WHAT TO PRODUCE => Exactly as written, please set down all of the entries again, with no pictures.

TASK MATERIAL =>
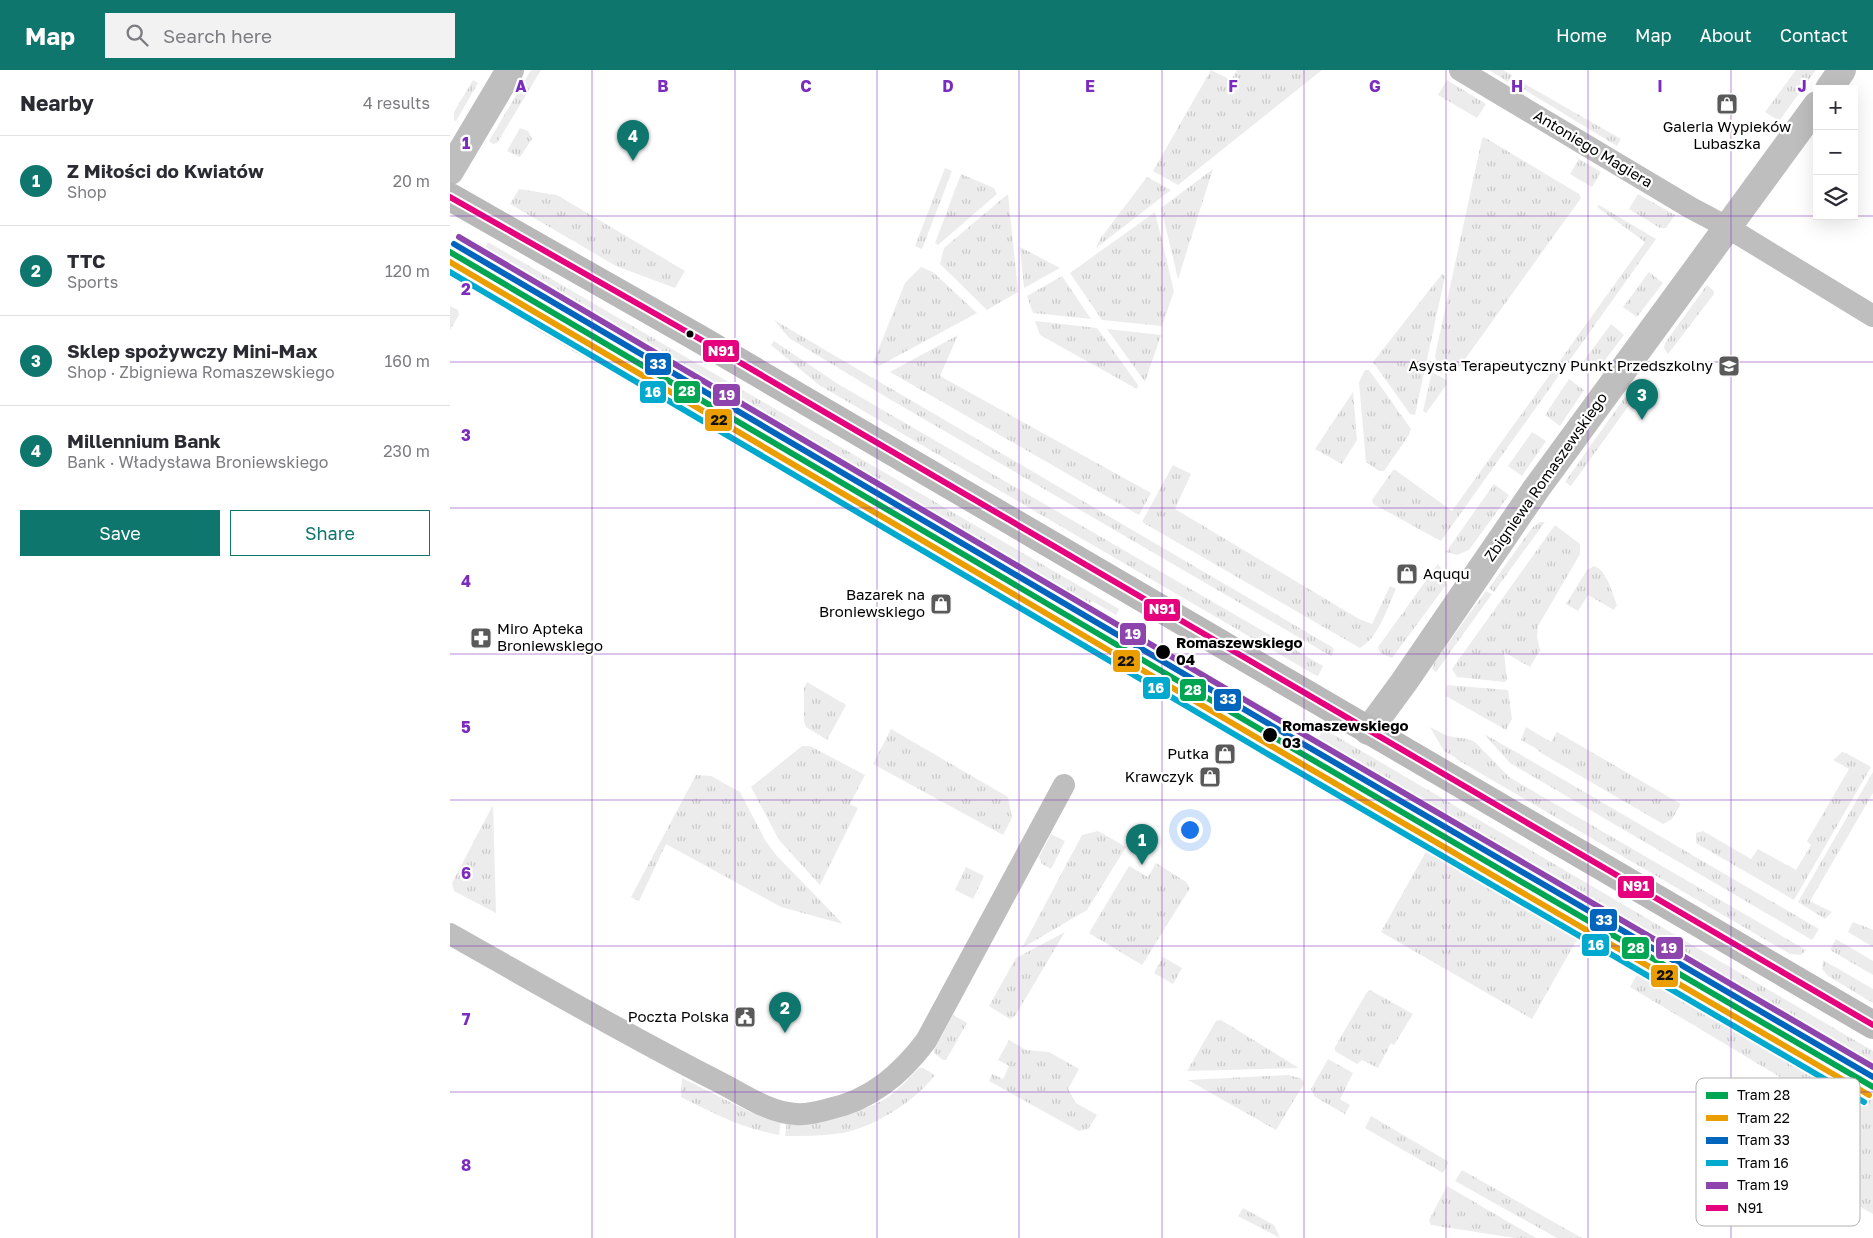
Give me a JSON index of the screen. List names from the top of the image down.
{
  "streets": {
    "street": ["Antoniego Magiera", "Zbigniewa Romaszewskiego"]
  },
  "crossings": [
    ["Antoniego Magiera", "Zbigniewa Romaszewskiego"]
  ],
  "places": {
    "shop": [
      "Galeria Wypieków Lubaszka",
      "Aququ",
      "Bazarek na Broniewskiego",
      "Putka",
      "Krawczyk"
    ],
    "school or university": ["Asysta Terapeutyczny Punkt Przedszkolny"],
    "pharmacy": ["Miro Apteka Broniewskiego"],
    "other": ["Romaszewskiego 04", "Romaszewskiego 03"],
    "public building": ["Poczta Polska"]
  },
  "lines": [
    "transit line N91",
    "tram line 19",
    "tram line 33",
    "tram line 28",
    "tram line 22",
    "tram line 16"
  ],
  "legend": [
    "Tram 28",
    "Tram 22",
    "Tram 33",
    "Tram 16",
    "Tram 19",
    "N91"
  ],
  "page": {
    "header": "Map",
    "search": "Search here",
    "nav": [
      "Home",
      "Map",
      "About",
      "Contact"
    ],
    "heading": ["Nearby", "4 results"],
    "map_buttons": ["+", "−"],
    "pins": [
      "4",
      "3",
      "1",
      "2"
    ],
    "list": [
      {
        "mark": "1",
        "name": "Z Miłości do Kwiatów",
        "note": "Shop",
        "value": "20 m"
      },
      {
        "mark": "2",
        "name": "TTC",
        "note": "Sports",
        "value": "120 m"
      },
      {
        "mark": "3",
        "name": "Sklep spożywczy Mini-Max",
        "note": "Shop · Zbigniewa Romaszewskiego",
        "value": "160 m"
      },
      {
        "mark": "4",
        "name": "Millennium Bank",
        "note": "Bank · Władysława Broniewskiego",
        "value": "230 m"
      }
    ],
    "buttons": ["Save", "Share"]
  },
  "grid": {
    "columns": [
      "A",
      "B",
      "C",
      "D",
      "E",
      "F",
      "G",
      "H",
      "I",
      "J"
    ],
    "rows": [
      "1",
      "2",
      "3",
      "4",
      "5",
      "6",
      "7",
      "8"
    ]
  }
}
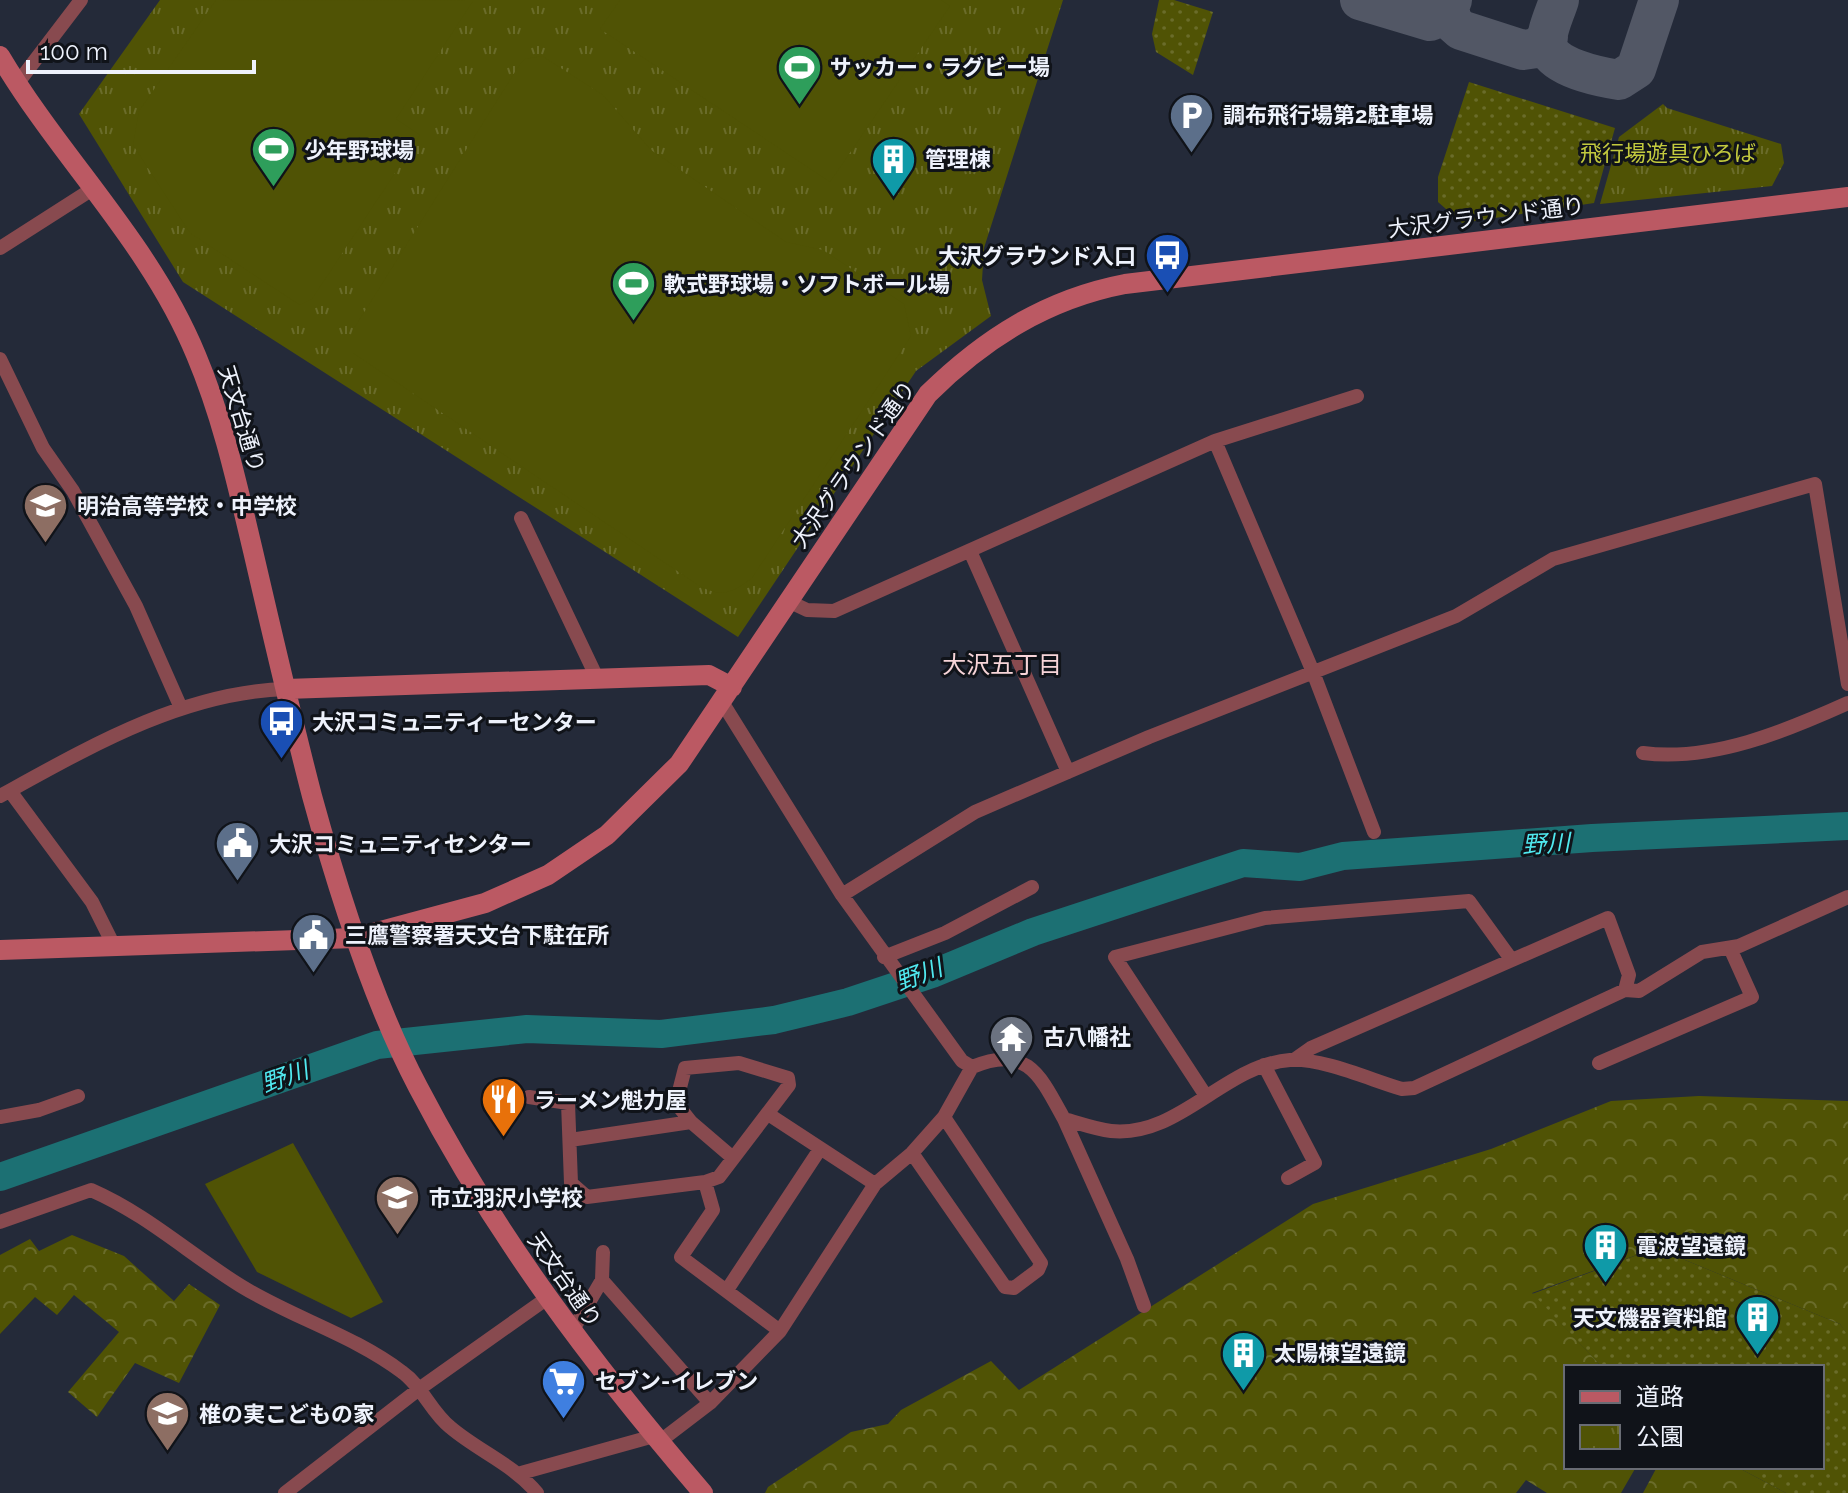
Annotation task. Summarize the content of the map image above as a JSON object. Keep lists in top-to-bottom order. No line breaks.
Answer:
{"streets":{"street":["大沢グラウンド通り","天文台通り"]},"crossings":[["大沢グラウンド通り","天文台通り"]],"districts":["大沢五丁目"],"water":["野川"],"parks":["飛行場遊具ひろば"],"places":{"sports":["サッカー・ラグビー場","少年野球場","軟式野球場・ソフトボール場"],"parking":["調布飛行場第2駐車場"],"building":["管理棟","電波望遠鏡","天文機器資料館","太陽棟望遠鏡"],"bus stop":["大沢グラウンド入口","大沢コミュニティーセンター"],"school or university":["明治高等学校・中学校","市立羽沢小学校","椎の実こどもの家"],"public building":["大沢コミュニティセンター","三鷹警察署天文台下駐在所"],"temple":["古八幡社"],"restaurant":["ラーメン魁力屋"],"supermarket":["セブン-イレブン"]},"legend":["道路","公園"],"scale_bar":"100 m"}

WRITTEN RESPONSE =>
Give me a JSON index of the screen. List names from the top of the image down.
{
  "streets": {
    "street": ["Antoniego Magiera", "Zbigniewa Romaszewskiego"]
  },
  "crossings": [
    ["Antoniego Magiera", "Zbigniewa Romaszewskiego"]
  ],
  "places": {
    "shop": [
      "Galeria Wypieków Lubaszka",
      "Aququ",
      "Bazarek na Broniewskiego",
      "Putka",
      "Krawczyk"
    ],
    "school or university": ["Asysta Terapeutyczny Punkt Przedszkolny"],
    "pharmacy": ["Miro Apteka Broniewskiego"],
    "other": ["Romaszewskiego 04", "Romaszewskiego 03"],
    "public building": ["Poczta Polska"]
  },
  "lines": [
    "transit line N91",
    "tram line 19",
    "tram line 33",
    "tram line 28",
    "tram line 22",
    "tram line 16"
  ],
  "legend": [
    "Tram 28",
    "Tram 22",
    "Tram 33",
    "Tram 16",
    "Tram 19",
    "N91"
  ],
  "page": {
    "header": "Map",
    "search": "Search here",
    "nav": [
      "Home",
      "Map",
      "About",
      "Contact"
    ],
    "heading": ["Nearby", "4 results"],
    "map_buttons": ["+", "−"],
    "pins": [
      "4",
      "3",
      "1",
      "2"
    ],
    "list": [
      {
        "mark": "1",
        "name": "Z Miłości do Kwiatów",
        "note": "Shop",
        "value": "20 m"
      },
      {
        "mark": "2",
        "name": "TTC",
        "note": "Sports",
        "value": "120 m"
      },
      {
        "mark": "3",
        "name": "Sklep spożywczy Mini-Max",
        "note": "Shop · Zbigniewa Romaszewskiego",
        "value": "160 m"
      },
      {
        "mark": "4",
        "name": "Millennium Bank",
        "note": "Bank · Władysława Broniewskiego",
        "value": "230 m"
      }
    ],
    "buttons": ["Save", "Share"]
  },
  "grid": {
    "columns": [
      "A",
      "B",
      "C",
      "D",
      "E",
      "F",
      "G",
      "H",
      "I",
      "J"
    ],
    "rows": [
      "1",
      "2",
      "3",
      "4",
      "5",
      "6",
      "7",
      "8"
    ]
  }
}
Annotation task. Summarize the content of the map image above as a JSON object. Keep lists in top-to-bottom order. No line breaks.
Answer:
{"streets":{"street":["大沢グラウンド通り","天文台通り"]},"crossings":[["大沢グラウンド通り","天文台通り"]],"districts":["大沢五丁目"],"water":["野川"],"parks":["飛行場遊具ひろば"],"places":{"sports":["サッカー・ラグビー場","少年野球場","軟式野球場・ソフトボール場"],"parking":["調布飛行場第2駐車場"],"building":["管理棟","電波望遠鏡","天文機器資料館","太陽棟望遠鏡"],"bus stop":["大沢グラウンド入口","大沢コミュニティーセンター"],"school or university":["明治高等学校・中学校","市立羽沢小学校","椎の実こどもの家"],"public building":["大沢コミュニティセンター","三鷹警察署天文台下駐在所"],"temple":["古八幡社"],"restaurant":["ラーメン魁力屋"],"supermarket":["セブン-イレブン"]},"legend":["道路","公園"],"scale_bar":"100 m"}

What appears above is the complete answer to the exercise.